(Exercise brief) Could you count the lines in the listing that include the word "check"? Give only the number.
# # # # #
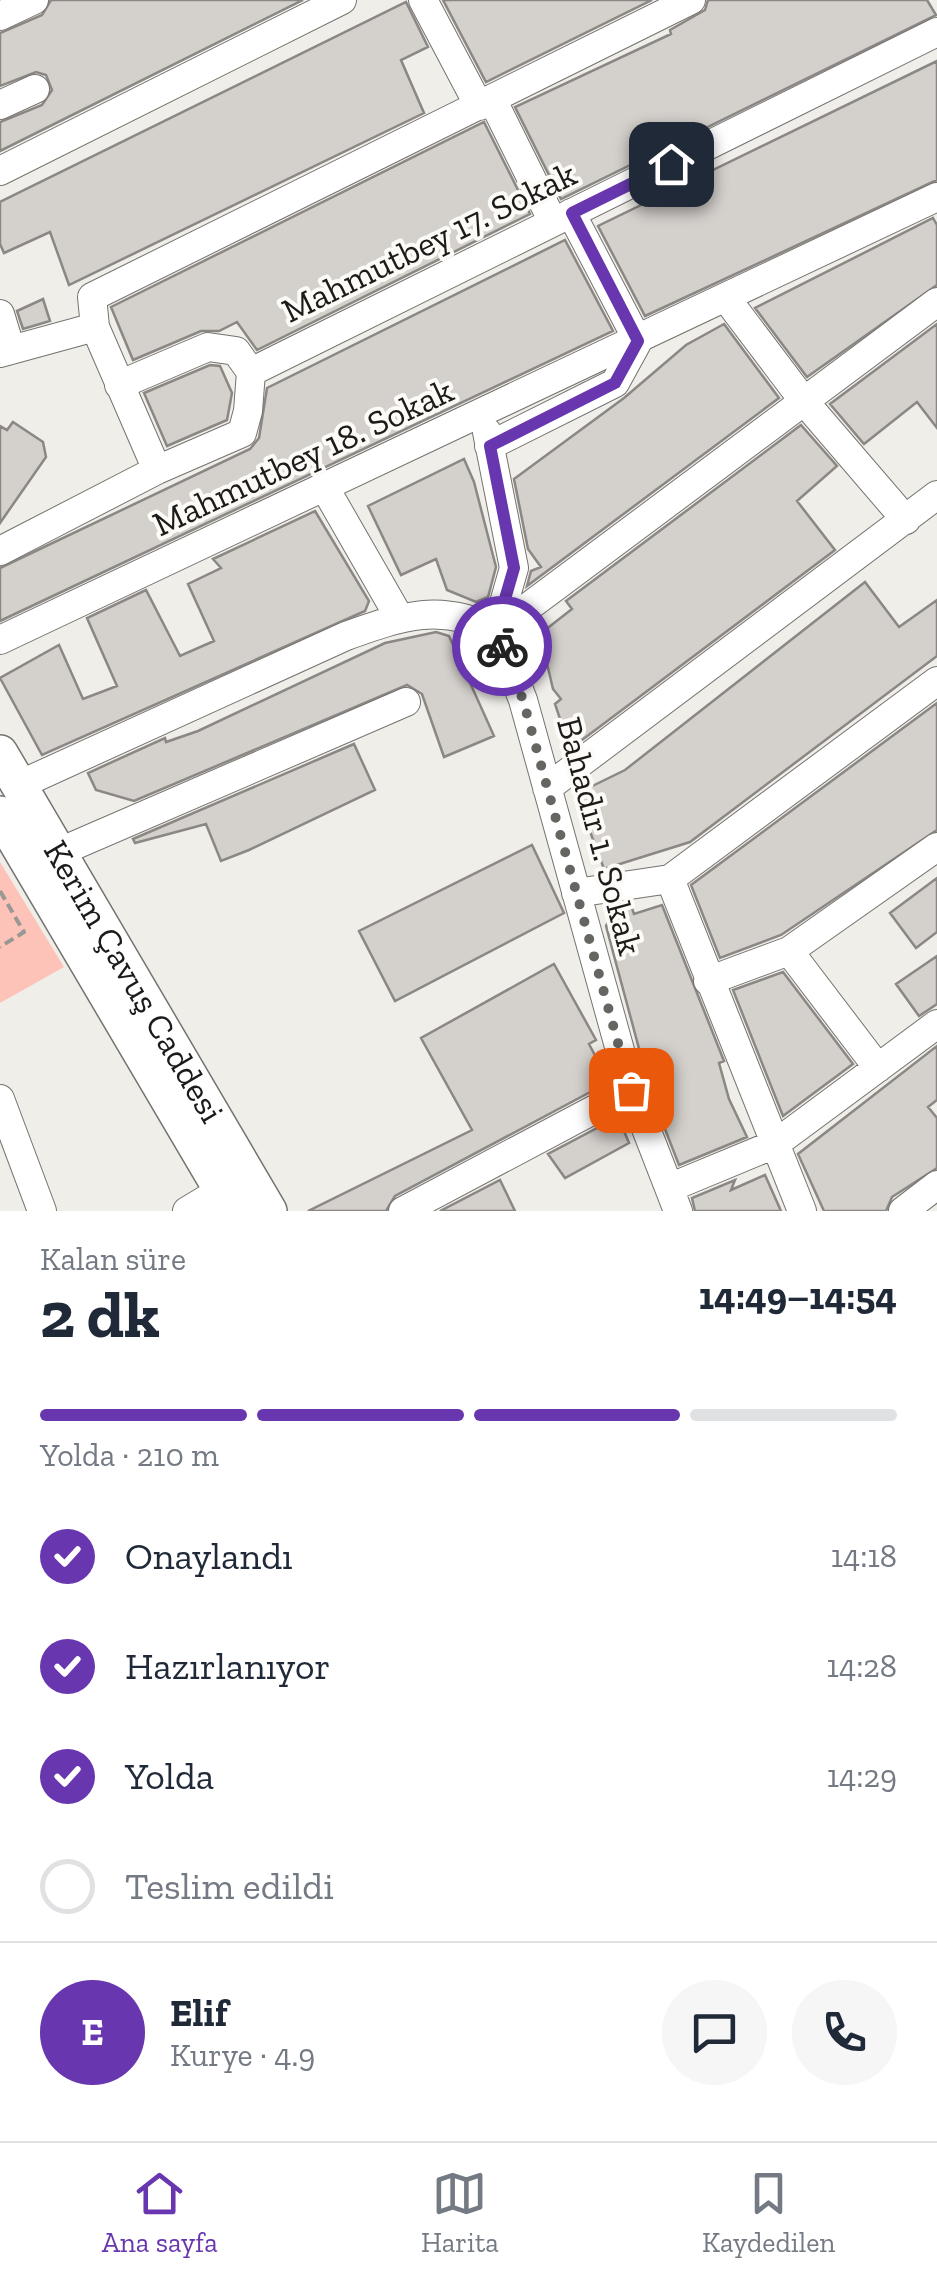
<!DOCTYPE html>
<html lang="tr">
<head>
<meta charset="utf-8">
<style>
  :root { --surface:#fff; --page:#f6f6f7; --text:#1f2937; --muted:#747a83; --line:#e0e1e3; --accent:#6837af }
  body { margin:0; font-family:"Zilla Slab",serif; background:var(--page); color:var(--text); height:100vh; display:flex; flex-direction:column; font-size:38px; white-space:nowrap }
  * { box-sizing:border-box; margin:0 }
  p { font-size:32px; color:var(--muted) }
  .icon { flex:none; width:55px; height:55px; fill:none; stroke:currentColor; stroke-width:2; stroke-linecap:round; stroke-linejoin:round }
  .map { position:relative; height:1211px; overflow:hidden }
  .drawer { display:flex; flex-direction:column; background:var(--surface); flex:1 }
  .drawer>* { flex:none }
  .pin { position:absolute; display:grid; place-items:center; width:85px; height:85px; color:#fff; margin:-42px; border-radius:20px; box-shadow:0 5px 15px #0006 }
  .courier { position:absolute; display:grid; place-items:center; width:100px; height:100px; margin:-50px; border:8px solid #6837af; border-radius:50%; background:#fff; color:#222; box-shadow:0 2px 12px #0007 }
  .headline em { font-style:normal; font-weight:700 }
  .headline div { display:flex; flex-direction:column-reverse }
  .headline { display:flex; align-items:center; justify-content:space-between; height:170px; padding:0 40px }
  h1 { font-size:65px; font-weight:700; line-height:75px }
  .bar { display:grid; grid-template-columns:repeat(4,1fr); gap:15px 10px; align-content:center; height:120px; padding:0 40px }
  .bar i { height:12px; border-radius:8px; background:var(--line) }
  .bar .on { background:var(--accent) }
  .bar p { grid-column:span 4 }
  .line { display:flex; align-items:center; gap:25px; padding:0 40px; border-top:2px solid var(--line) }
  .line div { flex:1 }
  .round { display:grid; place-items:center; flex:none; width:105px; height:105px; border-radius:52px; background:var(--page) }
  ol { padding:0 40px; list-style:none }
  li { display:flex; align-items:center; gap:30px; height:110px }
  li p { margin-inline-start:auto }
  li .icon { padding:10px; border-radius:50%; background:var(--accent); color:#fff; stroke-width:4 }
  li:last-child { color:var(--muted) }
  li i { width:55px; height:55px; border:5px solid var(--line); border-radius:50% }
  .dock { display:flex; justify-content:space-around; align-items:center; height:140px; border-top:2px solid var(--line); background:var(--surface); font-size:28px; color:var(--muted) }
  .dock a { display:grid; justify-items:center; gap:5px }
  .dock .on { color:var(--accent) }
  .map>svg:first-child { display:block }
  .green { fill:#fec3b8 }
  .building { fill:#d4d0cc; stroke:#8b8784; stroke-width:2.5 }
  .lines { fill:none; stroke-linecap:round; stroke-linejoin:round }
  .minor-casing { stroke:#75736f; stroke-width:30 }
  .major-casing { stroke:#75736f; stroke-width:38 }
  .path { stroke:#999895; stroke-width:4; stroke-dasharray:10 5; stroke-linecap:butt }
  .minor { stroke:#fff; stroke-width:28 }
  .major { stroke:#fff; stroke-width:35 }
  .done { stroke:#656562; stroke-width:10; stroke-dasharray:0 18 }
  .route { stroke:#6837af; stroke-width:12 }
  .labels { text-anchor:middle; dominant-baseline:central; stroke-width:8; stroke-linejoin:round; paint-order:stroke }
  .street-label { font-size:35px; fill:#1b1b19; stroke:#fdfbf7 }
</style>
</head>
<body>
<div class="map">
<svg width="937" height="1211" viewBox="0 0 937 1211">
  <rect width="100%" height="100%" fill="#efeee9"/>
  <!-- green -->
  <path class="green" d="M 0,862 L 64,967 L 0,1003 Z"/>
  <!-- building -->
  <path class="building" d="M 51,0 L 303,0 L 0,151 L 0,122 L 42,105 L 52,90 L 46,75 L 36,72 L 0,86 L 0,33 L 42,15 Z
    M 443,0 L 652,0 L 486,82 Z
    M 708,0 L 927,0 L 936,15 L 561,199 L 515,107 L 671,34 L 670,30 L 705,10 Z
    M 406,2 L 428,47 L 401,60 L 424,113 L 69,285 L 50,232 L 4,253 L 0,244 L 0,202 Z
    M 937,61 L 937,180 L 645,316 L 598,226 Z
    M 484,122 L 530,214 L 257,350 L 237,322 L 219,331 L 201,331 L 133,360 L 111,307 Z
    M 933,218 L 937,225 L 937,285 L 807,377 L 755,308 Z
    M 565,240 L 613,331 L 0,621 L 0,568 L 250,449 L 259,438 L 267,388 Z
    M 43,299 L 50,321 L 23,329 L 17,311 Z
    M 724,324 L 779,398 L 527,586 L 531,571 L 541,567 L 528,549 L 514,479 L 624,398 L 686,345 Z
    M 937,324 L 937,428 L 917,402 L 864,444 L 830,404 Z
    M 210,365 L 220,366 L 232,393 L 227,420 L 167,446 L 144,393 Z
    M 13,422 L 43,442 L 46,457 L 0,523 L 0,426 L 7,430 Z
    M 801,425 L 837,466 L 797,501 L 835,550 L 570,749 L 555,704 L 561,699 L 553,689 L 540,634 L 572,609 L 566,601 Z
    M 464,459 L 474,482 L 496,567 L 488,597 L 476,602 L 447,590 L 436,559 L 401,575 L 368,506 Z
    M 315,511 L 369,601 L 365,611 L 42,755 L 0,678 L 59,645 L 83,699 L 117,686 L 87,618 L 146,590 L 180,656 L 214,641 L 188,584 L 221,568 L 213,559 Z
    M 865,582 L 899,627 L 937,600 L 937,656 L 690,842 L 604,869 L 576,794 L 625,770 Z
    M 436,632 L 449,636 L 494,736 L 444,757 L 422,694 L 407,685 L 134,801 L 96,790 L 88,773 L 165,738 L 166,742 L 198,731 L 385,643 Z
    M 937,703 L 937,830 L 781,935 L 720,958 L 691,885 Z
    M 354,744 L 375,790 L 249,850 L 221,861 L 206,824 L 135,843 L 133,839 Z
    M 532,845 L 564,913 L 395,1001 L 359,931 Z
    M 937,878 L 937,932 L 916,948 L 890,913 Z
    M 630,903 L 634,914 L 662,905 L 724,1061 L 719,1063 L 729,1099 L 747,1137 L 679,1165 L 651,1093 L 606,926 L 615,910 Z
    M 937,956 L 937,1004 L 919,1016 L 896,984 Z
    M 554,964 L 596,1040 L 589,1044 L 609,1082 L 395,1196 L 386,1211 L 308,1211 L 472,1130 L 421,1038 Z
    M 783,972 L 853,1064 L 783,1116 L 733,990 Z
    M 937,1046 L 937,1100 L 928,1107 L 937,1118 L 937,1168 L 892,1197 L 886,1211 L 824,1211 L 798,1154 Z
    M 618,1117 L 629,1143 L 565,1178 L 548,1154 Z
    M 765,1175 L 781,1211 L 695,1211 L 692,1198 L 735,1180 L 731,1190 Z
    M 500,1180 L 515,1211 L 440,1211 Z"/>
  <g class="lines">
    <!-- minor casing -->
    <g class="minor-casing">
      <path id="minor" d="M 423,0 L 479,106
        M 0,16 L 34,0
        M 492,99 L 553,222
        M 0,105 L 35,89
        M 0,171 L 342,0
        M 726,298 L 803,400 L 906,520
        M 0,314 L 11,350
        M 0,353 L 95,327
        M 251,372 L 937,32
        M 119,385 L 208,347 L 236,351 L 251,372
        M 487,432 L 514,568 L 496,631
        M 489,446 L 615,383 L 638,341 L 571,213
        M 157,470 L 95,327 L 92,297 L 691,0
        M 325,488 L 399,617
        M 0,551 L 157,470 L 242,433 L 248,411 L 251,372
        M 496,631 L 937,302
        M 0,640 L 937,197
        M 19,785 L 346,636 C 402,616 442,602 496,631 L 523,700 L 631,1090 L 678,1211
        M 547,788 L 937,495
        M 57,853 L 406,702
        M 670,879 L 802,1211
        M 576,893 L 670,879 L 937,681
        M 789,951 L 878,1068
        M 708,981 L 789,951 L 937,847
        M 0,1099 L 42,1211
        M 669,1188 L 775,1144 L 937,1024
        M 187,1211 L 222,1190
        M 403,1211 L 631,1090
        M 903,1211 L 937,1185"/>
    </g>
    <!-- major casing -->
    <g class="major-casing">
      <g id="major">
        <path id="s1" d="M 0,753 L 269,1211"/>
        <path d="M 0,814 L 234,1211"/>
      </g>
    </g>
    <!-- path -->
    <path class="path" d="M 0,891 L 24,932 L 0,947"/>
    <!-- minor -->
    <use href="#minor" class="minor"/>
    <!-- major -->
    <use href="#major" class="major"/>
  </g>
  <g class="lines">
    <!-- done -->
    <path class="done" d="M 502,646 L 523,700 L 631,1090"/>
    <!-- route -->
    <path class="route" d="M 502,646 L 496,630 L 514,568 L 490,446 L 615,383 L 638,341 L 572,213 L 671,164"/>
  </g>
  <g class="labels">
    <!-- street labels -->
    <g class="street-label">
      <text transform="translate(429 242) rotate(-26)">Mahmutbey 17. Sokak</text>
      <text transform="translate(303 457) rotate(-25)">Mahmutbey 18. Sokak</text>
      <text transform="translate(600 836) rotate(75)">Bahadır 1. Sokak</text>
      <text stroke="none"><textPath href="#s1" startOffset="265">Kerim Çavuş Caddesi</textPath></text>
    </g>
  </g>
</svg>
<div class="pin" style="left:631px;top:1090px;background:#ea580c"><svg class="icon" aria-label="bag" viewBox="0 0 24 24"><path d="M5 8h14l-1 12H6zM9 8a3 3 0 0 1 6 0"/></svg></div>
<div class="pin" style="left:671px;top:164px;background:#1f2937"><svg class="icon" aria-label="home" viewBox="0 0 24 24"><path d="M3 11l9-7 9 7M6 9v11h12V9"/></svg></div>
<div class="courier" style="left:502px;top:646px"><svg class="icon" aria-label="bike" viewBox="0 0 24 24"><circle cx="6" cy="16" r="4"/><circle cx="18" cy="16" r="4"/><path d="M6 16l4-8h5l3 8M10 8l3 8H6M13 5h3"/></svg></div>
</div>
<section class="drawer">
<div class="headline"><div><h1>2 dk</h1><p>Kalan süre</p></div><em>14:49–14:54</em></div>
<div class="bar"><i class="on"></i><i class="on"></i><i class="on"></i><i></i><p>Yolda · 210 m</p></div>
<ol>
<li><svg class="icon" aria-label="check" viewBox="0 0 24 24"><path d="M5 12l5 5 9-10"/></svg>Onaylandı<p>14:18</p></li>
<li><svg class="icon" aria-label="check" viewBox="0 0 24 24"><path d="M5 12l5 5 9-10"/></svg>Hazırlanıyor<p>14:28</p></li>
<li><svg class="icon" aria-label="check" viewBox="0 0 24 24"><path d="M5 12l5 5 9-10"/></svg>Yolda<p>14:29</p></li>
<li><i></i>Teslim edildi</li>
</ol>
<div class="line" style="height:180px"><b class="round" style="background:var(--accent);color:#fff">E</b><div><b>Elif</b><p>Kurye · 4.9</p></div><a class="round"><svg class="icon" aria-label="chat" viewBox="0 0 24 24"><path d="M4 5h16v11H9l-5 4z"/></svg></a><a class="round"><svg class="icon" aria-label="phone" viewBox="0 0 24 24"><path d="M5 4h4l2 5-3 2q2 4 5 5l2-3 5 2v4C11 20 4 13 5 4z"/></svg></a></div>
</section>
<nav class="dock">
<a class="on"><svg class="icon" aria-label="home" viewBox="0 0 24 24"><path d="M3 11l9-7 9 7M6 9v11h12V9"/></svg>Ana sayfa</a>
<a><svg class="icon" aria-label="map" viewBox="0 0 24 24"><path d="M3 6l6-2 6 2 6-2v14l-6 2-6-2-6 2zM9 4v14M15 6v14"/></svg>Harita</a>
<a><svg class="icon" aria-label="saved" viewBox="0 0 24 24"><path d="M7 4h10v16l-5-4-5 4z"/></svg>Kaydedilen</a>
</nav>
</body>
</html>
# # # # #
(Expected answer) 3